- _What you have to do_
Which lines come from the start of the records through the line that holds "Map reading. Read this map screen"? Write them out word for word.

----- Source data

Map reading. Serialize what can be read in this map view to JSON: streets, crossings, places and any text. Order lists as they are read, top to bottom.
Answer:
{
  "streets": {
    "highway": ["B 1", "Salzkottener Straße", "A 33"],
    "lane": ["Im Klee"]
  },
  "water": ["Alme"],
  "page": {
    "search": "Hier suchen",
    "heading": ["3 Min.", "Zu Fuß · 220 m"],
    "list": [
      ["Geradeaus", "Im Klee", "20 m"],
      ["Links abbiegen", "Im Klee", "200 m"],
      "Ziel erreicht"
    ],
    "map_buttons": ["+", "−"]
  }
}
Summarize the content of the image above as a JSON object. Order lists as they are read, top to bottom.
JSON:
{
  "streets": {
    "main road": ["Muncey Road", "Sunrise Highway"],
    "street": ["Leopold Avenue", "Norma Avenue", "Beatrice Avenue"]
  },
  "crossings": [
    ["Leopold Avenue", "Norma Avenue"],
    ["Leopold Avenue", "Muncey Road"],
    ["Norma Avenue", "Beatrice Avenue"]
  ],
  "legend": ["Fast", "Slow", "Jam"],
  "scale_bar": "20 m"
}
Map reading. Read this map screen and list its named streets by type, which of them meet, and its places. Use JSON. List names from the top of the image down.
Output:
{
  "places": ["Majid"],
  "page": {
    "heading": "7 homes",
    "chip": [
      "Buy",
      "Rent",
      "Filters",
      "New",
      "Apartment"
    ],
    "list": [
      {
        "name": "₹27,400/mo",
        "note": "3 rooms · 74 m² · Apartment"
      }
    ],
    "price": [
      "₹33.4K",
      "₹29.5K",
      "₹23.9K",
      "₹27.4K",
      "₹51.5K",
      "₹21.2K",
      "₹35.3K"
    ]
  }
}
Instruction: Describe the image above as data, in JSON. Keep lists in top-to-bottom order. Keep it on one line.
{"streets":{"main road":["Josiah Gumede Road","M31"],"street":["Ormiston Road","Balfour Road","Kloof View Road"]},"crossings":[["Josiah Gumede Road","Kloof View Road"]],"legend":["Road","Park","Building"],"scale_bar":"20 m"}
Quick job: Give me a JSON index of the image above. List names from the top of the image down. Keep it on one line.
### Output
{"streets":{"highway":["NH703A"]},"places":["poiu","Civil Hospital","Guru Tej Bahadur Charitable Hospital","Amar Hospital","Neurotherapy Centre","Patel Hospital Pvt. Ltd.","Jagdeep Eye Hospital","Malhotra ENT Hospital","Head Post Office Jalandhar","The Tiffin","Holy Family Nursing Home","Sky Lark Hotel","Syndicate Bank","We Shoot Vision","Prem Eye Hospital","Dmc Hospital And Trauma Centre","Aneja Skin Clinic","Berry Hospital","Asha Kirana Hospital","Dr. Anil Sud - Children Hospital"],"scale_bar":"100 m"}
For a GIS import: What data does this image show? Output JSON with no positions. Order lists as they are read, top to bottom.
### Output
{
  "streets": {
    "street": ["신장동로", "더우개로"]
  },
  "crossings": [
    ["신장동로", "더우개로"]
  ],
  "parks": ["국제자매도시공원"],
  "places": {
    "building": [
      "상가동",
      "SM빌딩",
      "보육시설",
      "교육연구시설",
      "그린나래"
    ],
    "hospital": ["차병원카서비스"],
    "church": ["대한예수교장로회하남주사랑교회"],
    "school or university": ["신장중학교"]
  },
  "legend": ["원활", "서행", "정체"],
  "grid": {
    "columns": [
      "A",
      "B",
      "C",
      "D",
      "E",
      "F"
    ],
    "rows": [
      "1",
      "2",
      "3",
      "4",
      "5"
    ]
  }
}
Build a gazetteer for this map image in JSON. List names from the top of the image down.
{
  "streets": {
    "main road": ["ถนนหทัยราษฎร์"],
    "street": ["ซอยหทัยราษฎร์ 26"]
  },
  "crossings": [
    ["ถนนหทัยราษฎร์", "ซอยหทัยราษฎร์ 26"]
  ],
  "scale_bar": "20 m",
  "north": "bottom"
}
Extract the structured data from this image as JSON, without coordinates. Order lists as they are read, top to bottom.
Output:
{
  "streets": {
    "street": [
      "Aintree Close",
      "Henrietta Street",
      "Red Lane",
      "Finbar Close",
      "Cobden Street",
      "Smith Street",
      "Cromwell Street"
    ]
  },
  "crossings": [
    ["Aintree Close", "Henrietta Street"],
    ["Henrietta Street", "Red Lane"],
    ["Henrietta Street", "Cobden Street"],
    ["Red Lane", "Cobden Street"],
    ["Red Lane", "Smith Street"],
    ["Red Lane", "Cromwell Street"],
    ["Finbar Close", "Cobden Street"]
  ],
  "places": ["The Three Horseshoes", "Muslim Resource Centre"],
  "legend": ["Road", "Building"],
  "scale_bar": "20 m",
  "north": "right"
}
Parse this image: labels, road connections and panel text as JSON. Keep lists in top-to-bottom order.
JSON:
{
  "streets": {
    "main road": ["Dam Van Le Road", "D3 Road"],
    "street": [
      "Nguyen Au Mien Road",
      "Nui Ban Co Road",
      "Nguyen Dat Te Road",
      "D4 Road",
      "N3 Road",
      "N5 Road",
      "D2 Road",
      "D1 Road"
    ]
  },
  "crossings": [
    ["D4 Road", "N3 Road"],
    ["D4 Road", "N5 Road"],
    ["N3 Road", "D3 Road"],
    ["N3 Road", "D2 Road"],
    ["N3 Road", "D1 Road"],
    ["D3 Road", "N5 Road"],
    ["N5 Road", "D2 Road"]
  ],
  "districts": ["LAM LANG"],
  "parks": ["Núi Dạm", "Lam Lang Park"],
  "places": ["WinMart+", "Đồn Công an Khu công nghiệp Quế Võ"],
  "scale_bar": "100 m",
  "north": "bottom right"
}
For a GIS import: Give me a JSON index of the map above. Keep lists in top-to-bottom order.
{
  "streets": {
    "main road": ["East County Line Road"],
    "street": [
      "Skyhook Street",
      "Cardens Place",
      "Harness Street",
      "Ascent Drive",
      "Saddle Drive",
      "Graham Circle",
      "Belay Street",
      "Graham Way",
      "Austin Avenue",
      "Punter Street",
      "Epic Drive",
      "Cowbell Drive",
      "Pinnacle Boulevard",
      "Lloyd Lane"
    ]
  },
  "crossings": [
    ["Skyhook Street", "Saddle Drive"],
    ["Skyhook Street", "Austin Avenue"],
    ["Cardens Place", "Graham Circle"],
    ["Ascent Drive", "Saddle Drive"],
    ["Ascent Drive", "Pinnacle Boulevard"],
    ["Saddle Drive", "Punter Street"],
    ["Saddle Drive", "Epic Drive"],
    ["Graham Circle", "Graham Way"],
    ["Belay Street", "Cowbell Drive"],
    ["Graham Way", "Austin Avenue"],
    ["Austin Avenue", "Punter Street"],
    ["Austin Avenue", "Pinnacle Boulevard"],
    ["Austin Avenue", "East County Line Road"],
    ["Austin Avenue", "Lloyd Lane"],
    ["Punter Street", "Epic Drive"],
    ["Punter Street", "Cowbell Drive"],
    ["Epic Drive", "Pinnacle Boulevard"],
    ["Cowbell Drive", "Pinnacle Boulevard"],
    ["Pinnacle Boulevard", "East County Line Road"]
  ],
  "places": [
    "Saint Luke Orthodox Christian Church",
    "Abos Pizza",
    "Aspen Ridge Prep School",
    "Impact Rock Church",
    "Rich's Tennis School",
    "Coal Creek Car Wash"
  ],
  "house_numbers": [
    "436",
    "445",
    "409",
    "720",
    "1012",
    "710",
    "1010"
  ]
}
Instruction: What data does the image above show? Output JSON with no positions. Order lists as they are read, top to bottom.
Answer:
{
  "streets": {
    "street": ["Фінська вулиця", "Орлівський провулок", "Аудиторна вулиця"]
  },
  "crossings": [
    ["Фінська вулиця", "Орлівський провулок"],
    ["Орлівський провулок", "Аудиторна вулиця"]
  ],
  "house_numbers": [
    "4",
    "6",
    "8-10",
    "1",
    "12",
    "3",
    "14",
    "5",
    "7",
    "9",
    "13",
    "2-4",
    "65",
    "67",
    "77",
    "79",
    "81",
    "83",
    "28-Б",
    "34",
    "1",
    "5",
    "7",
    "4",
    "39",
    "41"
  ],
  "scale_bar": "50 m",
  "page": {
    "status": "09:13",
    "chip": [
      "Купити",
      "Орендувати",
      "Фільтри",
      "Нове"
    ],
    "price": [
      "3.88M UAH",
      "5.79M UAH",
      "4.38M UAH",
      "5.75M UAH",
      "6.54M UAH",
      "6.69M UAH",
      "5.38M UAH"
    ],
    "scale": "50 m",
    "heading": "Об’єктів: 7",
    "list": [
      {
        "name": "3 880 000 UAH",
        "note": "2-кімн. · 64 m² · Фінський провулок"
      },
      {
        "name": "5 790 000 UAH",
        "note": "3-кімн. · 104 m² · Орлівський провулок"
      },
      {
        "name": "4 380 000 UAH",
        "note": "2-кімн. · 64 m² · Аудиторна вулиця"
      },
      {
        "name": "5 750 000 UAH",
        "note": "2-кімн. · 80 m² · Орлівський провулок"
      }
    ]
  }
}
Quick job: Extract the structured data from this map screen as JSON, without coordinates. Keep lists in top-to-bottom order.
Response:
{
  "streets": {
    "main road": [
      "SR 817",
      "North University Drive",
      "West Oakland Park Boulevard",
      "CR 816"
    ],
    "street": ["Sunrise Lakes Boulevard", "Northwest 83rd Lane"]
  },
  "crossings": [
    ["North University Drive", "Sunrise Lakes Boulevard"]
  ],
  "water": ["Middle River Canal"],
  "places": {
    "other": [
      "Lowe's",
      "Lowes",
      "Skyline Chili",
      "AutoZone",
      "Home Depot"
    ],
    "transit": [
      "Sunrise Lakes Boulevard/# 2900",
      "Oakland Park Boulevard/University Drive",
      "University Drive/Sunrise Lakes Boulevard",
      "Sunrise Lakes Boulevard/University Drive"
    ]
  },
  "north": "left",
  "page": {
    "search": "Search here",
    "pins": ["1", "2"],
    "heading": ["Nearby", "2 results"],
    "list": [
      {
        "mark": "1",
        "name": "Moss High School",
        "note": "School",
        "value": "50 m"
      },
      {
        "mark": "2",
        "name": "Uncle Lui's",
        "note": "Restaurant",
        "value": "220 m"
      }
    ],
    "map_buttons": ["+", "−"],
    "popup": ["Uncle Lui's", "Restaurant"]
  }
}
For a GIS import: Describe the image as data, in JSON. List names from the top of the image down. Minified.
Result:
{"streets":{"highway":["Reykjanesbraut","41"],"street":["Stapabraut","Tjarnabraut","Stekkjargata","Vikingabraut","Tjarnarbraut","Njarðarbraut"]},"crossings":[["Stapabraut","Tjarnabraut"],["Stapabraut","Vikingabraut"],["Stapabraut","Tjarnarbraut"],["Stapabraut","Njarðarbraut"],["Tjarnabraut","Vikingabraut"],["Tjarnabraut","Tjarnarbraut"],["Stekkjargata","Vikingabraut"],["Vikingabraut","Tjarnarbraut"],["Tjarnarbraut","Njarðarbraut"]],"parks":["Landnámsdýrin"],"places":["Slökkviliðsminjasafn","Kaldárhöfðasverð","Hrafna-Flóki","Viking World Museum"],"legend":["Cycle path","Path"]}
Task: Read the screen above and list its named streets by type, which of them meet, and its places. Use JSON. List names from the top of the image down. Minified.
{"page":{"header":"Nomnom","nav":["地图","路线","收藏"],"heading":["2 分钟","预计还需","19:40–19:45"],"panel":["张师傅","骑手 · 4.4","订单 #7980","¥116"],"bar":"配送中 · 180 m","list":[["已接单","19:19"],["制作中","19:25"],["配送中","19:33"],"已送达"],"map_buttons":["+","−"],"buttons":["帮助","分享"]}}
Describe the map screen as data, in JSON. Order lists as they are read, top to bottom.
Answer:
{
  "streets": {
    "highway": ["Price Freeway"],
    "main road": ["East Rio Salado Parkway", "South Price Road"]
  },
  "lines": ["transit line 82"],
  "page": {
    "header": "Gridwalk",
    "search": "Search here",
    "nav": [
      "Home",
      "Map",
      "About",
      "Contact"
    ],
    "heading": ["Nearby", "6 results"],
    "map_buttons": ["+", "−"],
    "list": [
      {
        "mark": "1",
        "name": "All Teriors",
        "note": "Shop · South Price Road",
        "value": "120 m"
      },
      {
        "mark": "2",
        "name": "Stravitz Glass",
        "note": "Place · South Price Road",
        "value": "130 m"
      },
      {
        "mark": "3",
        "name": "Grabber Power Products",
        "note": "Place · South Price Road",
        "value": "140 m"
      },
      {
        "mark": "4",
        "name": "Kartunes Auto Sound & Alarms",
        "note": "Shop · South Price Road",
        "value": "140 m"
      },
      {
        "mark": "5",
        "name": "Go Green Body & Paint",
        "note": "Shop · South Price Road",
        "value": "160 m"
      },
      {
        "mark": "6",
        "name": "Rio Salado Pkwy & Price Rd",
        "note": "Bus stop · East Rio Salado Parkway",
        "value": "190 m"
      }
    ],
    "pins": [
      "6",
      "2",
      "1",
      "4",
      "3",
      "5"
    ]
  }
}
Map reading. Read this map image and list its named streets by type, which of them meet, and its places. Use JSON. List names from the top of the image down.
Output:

----------

- _Result of the task_
Map reading. Serialize what can be read in this map view to JSON: streets, crossings, places and any text. Order lists as they are read, top to bottom.
Answer:
{
  "streets": {
    "highway": ["B 1", "Salzkottener Straße", "A 33"],
    "lane": ["Im Klee"]
  },
  "water": ["Alme"],
  "page": {
    "search": "Hier suchen",
    "heading": ["3 Min.", "Zu Fuß · 220 m"],
    "list": [
      ["Geradeaus", "Im Klee", "20 m"],
      ["Links abbiegen", "Im Klee", "200 m"],
      "Ziel erreicht"
    ],
    "map_buttons": ["+", "−"]
  }
}
Summarize the content of the image above as a JSON object. Order lists as they are read, top to bottom.
JSON:
{
  "streets": {
    "main road": ["Muncey Road", "Sunrise Highway"],
    "street": ["Leopold Avenue", "Norma Avenue", "Beatrice Avenue"]
  },
  "crossings": [
    ["Leopold Avenue", "Norma Avenue"],
    ["Leopold Avenue", "Muncey Road"],
    ["Norma Avenue", "Beatrice Avenue"]
  ],
  "legend": ["Fast", "Slow", "Jam"],
  "scale_bar": "20 m"
}
Map reading. Read this map screen and list its named streets by type, which of them meet, and its places. Use JSON. List names from the top of the image down.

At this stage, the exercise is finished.